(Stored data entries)
********************

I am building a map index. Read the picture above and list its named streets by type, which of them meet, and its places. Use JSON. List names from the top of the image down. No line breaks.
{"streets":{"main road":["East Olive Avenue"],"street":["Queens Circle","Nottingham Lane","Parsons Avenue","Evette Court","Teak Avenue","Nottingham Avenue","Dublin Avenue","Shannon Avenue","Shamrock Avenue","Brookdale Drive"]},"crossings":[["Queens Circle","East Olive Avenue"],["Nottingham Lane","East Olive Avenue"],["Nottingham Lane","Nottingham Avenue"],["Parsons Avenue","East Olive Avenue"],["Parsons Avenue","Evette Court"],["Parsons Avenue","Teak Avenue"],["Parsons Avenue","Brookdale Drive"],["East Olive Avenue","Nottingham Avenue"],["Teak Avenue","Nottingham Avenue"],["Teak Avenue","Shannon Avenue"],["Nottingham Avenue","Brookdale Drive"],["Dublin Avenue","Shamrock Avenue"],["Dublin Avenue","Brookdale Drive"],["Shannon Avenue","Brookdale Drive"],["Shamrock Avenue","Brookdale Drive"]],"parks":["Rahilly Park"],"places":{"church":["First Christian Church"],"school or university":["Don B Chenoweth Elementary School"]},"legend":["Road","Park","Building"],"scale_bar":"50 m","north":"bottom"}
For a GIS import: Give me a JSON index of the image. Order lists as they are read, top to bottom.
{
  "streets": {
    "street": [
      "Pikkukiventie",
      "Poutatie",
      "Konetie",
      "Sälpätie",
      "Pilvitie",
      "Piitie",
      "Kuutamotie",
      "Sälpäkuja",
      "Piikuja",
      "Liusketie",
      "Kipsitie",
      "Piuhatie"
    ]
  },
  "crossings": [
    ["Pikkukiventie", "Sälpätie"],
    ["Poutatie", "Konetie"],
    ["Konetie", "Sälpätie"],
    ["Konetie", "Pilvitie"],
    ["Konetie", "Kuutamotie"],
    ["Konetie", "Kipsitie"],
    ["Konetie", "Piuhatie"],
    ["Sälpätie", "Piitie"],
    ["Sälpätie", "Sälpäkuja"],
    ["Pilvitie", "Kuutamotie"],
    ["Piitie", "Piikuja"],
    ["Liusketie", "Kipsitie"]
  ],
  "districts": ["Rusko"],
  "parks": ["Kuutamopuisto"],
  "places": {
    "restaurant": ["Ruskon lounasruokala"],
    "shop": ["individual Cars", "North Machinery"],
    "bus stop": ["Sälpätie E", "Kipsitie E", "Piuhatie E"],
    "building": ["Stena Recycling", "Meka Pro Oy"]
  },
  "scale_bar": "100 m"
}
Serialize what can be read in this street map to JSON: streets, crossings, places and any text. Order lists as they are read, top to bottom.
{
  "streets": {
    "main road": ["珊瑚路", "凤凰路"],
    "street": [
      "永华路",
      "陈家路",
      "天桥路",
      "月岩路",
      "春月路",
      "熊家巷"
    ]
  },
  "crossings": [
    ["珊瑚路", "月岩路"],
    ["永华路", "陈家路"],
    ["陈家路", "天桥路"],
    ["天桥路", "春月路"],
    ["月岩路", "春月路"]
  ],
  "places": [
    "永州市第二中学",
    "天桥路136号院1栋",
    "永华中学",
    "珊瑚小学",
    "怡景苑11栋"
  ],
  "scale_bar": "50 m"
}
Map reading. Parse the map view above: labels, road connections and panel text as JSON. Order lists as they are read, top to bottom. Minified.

********************

Print out the records exactly as they were entered.

I am building a map index. Read the picture above and list its named streets by type, which of them meet, and its places. Use JSON. List names from the top of the image down. No line breaks.
{"streets":{"main road":["East Olive Avenue"],"street":["Queens Circle","Nottingham Lane","Parsons Avenue","Evette Court","Teak Avenue","Nottingham Avenue","Dublin Avenue","Shannon Avenue","Shamrock Avenue","Brookdale Drive"]},"crossings":[["Queens Circle","East Olive Avenue"],["Nottingham Lane","East Olive Avenue"],["Nottingham Lane","Nottingham Avenue"],["Parsons Avenue","East Olive Avenue"],["Parsons Avenue","Evette Court"],["Parsons Avenue","Teak Avenue"],["Parsons Avenue","Brookdale Drive"],["East Olive Avenue","Nottingham Avenue"],["Teak Avenue","Nottingham Avenue"],["Teak Avenue","Shannon Avenue"],["Nottingham Avenue","Brookdale Drive"],["Dublin Avenue","Shamrock Avenue"],["Dublin Avenue","Brookdale Drive"],["Shannon Avenue","Brookdale Drive"],["Shamrock Avenue","Brookdale Drive"]],"parks":["Rahilly Park"],"places":{"church":["First Christian Church"],"school or university":["Don B Chenoweth Elementary School"]},"legend":["Road","Park","Building"],"scale_bar":"50 m","north":"bottom"}
For a GIS import: Give me a JSON index of the image. Order lists as they are read, top to bottom.
{
  "streets": {
    "street": [
      "Pikkukiventie",
      "Poutatie",
      "Konetie",
      "Sälpätie",
      "Pilvitie",
      "Piitie",
      "Kuutamotie",
      "Sälpäkuja",
      "Piikuja",
      "Liusketie",
      "Kipsitie",
      "Piuhatie"
    ]
  },
  "crossings": [
    ["Pikkukiventie", "Sälpätie"],
    ["Poutatie", "Konetie"],
    ["Konetie", "Sälpätie"],
    ["Konetie", "Pilvitie"],
    ["Konetie", "Kuutamotie"],
    ["Konetie", "Kipsitie"],
    ["Konetie", "Piuhatie"],
    ["Sälpätie", "Piitie"],
    ["Sälpätie", "Sälpäkuja"],
    ["Pilvitie", "Kuutamotie"],
    ["Piitie", "Piikuja"],
    ["Liusketie", "Kipsitie"]
  ],
  "districts": ["Rusko"],
  "parks": ["Kuutamopuisto"],
  "places": {
    "restaurant": ["Ruskon lounasruokala"],
    "shop": ["individual Cars", "North Machinery"],
    "bus stop": ["Sälpätie E", "Kipsitie E", "Piuhatie E"],
    "building": ["Stena Recycling", "Meka Pro Oy"]
  },
  "scale_bar": "100 m"
}
Serialize what can be read in this street map to JSON: streets, crossings, places and any text. Order lists as they are read, top to bottom.
{
  "streets": {
    "main road": ["珊瑚路", "凤凰路"],
    "street": [
      "永华路",
      "陈家路",
      "天桥路",
      "月岩路",
      "春月路",
      "熊家巷"
    ]
  },
  "crossings": [
    ["珊瑚路", "月岩路"],
    ["永华路", "陈家路"],
    ["陈家路", "天桥路"],
    ["天桥路", "春月路"],
    ["月岩路", "春月路"]
  ],
  "places": [
    "永州市第二中学",
    "天桥路136号院1栋",
    "永华中学",
    "珊瑚小学",
    "怡景苑11栋"
  ],
  "scale_bar": "50 m"
}
Map reading. Parse the map view above: labels, road connections and panel text as JSON. Order lists as they are read, top to bottom. Minified.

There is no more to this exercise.